Cascardi aligns himself with such postmodernist critics as
Charles Altieri, François Lyotard, and Gilles Deleuze, yet he speaks in
terms of totalizing and redemptive paradigms which these authors reject. For
example, Cascardi sees in
«the opacities of desire» what «may remain...
unrealized[,] ... unrepresented within the framework of what has been
historically achieved [and which] might represent the means or powers by which
to transform the world»
(272; my emphasis).
The most unsettling part of the book, however, is Cascardi's
handling of Tirso de Molina's
burlador. Don Juan is made to fit
Cascardi's conceptual framework of modernist desire, and consequently,
«the myth of Don Juan consistently appears to admit a
vision of subjective desire, which seems to permit a heterogeneity of
objects... while at the same time it seems to sacrifice that vision to the
demand for cultural order... characteristic of the 'traditional'
world»
(243). Tirso de Molina's Don Juan in
El burlador de Sevilla, whose primary focus
is on humiliating, becomes for Cascardi a romantic rebel and an honorable man.
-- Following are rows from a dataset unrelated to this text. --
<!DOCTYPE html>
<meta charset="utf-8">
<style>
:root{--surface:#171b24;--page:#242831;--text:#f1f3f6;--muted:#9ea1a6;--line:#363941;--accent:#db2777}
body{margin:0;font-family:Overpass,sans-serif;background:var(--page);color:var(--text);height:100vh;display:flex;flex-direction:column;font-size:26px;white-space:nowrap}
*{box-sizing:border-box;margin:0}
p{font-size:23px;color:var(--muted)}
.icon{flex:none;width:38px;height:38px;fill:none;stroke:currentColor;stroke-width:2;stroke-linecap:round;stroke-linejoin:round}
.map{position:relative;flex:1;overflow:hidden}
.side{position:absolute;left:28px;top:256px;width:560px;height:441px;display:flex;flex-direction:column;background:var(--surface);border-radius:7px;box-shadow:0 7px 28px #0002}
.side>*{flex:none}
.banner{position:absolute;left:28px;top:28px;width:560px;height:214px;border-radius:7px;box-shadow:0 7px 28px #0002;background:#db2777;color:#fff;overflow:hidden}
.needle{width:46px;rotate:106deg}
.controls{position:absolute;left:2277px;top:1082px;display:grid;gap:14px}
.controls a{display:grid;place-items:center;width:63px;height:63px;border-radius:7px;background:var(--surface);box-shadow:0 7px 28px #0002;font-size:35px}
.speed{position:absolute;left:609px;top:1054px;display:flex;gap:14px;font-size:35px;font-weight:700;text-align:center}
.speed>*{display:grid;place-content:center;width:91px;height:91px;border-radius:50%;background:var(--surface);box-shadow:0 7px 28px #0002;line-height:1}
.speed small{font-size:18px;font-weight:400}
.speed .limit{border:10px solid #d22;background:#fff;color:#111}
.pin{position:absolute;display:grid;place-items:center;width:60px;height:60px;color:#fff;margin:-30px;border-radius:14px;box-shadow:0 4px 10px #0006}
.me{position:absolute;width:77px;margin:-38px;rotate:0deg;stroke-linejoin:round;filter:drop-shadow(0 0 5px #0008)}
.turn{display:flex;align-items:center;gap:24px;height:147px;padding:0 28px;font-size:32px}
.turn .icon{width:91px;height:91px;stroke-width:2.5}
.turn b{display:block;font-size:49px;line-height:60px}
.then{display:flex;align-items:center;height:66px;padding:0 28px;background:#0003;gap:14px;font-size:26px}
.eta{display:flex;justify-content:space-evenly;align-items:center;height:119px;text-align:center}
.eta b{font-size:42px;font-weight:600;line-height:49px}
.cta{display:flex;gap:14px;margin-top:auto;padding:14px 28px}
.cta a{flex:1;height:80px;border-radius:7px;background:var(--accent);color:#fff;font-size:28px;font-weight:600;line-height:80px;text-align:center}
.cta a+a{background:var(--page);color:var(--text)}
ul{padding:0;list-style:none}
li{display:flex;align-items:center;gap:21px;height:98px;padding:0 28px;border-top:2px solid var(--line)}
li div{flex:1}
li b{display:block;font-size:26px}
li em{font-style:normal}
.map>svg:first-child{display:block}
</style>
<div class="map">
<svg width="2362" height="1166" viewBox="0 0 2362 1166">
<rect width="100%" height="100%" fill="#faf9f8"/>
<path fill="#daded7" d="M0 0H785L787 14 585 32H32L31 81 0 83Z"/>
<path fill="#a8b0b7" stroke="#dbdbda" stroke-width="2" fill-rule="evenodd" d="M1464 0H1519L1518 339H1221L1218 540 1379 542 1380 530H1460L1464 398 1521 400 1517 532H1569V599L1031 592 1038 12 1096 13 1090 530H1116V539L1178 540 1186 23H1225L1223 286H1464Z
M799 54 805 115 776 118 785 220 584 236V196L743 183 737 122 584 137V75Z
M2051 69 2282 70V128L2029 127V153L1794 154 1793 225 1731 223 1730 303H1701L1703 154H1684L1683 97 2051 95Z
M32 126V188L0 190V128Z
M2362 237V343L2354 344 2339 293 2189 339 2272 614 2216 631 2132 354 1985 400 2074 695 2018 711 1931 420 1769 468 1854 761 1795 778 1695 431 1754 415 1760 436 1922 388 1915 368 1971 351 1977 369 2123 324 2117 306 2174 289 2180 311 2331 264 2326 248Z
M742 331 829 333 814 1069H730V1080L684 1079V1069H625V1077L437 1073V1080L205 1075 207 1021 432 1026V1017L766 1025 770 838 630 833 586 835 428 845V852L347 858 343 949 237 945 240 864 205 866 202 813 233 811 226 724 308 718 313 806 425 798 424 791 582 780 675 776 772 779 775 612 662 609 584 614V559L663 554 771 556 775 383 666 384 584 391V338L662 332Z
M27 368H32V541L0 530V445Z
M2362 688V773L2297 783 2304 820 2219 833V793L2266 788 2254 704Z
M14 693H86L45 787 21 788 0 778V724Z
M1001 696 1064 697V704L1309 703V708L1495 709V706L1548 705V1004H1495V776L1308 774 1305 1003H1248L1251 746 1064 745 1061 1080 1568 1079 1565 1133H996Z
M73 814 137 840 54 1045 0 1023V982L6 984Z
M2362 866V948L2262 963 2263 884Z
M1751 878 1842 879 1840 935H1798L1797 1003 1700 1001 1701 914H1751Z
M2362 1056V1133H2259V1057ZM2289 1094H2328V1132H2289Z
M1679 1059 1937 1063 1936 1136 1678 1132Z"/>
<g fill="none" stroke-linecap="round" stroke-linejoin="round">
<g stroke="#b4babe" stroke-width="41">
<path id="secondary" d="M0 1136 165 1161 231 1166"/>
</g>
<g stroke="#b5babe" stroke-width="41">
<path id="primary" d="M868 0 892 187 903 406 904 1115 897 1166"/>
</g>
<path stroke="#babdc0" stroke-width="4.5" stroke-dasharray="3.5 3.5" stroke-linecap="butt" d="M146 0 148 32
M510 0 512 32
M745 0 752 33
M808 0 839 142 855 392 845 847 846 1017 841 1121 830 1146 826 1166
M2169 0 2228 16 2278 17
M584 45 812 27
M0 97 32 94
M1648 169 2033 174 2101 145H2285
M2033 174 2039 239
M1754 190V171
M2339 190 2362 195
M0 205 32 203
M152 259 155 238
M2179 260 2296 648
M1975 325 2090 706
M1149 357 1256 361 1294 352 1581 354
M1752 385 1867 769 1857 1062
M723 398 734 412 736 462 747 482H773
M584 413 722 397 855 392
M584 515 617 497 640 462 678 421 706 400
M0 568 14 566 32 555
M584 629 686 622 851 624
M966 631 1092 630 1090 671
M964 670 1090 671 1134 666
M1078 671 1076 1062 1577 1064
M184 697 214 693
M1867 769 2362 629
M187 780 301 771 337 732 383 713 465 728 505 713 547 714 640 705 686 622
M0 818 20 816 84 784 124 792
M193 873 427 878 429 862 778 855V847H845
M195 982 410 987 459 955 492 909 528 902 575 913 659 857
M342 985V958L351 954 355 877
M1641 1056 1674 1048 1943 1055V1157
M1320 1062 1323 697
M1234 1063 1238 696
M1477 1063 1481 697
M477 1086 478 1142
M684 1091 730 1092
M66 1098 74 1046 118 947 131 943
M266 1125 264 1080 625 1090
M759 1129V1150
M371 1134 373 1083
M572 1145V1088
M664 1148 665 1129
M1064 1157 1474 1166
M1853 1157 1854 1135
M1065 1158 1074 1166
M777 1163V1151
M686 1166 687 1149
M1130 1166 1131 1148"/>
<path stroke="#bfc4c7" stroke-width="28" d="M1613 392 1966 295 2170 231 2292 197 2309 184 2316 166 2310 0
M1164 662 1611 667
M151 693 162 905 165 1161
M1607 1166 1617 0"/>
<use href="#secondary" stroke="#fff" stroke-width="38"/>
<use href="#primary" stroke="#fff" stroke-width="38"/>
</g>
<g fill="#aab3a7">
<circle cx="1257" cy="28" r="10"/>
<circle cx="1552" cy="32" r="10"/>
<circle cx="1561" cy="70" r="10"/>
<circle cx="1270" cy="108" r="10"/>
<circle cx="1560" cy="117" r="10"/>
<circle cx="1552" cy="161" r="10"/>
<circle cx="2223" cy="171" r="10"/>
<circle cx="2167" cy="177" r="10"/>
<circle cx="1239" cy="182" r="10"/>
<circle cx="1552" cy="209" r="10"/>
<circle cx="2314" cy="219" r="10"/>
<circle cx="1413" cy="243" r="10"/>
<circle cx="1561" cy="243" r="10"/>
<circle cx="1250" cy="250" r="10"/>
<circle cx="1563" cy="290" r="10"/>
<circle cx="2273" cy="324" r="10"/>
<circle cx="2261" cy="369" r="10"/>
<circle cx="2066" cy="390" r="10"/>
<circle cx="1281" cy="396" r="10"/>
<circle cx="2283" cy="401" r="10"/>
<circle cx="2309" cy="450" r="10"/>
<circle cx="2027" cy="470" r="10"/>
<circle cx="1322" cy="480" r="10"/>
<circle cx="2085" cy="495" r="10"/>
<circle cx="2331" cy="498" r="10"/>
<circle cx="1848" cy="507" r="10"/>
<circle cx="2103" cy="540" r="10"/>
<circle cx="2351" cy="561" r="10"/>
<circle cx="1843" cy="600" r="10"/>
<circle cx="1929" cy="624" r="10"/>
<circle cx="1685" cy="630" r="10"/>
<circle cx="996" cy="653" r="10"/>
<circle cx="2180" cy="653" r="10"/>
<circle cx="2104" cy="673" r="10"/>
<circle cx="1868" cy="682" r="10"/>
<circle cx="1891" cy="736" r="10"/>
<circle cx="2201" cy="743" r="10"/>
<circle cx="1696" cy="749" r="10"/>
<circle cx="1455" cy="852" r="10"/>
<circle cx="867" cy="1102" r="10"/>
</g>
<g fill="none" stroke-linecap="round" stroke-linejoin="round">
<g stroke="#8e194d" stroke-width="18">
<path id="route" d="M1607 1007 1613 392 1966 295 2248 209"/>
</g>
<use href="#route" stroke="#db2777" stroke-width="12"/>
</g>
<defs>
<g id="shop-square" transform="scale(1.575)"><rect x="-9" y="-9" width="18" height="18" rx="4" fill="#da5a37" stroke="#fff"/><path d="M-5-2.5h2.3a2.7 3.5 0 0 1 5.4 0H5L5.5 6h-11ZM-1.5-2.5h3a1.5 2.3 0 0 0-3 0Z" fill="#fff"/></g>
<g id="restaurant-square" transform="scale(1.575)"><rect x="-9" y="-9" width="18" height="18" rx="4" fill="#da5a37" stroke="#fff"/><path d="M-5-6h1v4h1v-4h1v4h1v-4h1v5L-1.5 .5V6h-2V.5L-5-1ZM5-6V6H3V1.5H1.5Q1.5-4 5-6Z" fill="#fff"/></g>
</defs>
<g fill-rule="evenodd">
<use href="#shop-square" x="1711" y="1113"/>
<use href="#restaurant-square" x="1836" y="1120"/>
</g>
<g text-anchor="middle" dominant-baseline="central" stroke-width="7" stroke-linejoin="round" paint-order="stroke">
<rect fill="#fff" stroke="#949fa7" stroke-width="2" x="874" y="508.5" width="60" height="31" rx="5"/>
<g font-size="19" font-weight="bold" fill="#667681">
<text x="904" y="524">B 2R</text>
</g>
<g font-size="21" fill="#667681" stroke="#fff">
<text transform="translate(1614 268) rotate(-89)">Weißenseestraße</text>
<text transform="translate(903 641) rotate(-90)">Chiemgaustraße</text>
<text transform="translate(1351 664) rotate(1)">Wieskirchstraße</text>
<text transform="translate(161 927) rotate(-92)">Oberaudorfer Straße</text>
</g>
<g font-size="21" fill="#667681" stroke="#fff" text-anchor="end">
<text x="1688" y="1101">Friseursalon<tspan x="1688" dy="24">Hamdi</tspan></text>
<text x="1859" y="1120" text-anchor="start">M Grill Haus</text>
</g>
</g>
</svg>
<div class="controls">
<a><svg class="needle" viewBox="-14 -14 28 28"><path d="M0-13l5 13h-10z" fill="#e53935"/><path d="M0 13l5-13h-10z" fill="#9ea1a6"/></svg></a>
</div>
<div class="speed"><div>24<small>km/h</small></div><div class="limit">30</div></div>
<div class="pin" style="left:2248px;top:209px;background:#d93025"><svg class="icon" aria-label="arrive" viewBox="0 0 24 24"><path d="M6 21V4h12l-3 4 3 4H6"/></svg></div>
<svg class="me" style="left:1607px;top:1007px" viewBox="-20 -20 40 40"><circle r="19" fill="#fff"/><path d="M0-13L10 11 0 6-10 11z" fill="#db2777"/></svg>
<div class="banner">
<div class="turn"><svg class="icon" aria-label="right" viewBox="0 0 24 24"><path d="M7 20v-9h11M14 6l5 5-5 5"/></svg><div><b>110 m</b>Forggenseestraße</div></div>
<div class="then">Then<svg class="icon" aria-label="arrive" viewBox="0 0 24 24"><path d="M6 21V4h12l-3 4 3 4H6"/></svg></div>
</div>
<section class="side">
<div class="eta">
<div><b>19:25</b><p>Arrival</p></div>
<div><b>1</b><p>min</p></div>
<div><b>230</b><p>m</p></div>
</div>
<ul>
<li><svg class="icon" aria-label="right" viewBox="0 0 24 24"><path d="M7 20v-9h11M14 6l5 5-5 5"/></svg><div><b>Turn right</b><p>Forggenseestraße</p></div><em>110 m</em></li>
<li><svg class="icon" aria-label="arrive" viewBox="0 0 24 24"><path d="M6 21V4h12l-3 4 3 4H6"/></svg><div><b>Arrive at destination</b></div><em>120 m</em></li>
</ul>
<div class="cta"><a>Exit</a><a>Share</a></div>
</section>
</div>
Based on the interchange with the Stone Guest, wherein Don Juan says,
«I am a man of honor, and I keep my word, because I am a
knight»
, Cascardi concludes that
«the psychological mobility of Don Juan»
, far
from being
«a threat to the ethical foundations of traditional
society»
is, instead, indicative of
«an extreme concern for honor and virtue, the very basis
of self-consciousness in a traditional world»
(245). Don Juan becomes the paradigm of
«transgressive desire»
, a
«revolutionary»
, and, according to Deleuze's and
Guattari's model, a
«post-Oedipal model of desire»
, and the
«emancipatory potential of a desire freed from all
constraints...»
. In the convoluted language which so often
characterizes the book,
«Don Juan's principle [sic] effort is to come into contact
with a reservoir of energy which he discharges in typically modern fashion,
that is, in the form of discontinuous flows»
(245-46).
This is a book which could have been highly informative, but readers seeking insights into literature will be distracted by its irritating excursuses, and students of philosophy may well wonder what the philosophical structure is meant to uphold.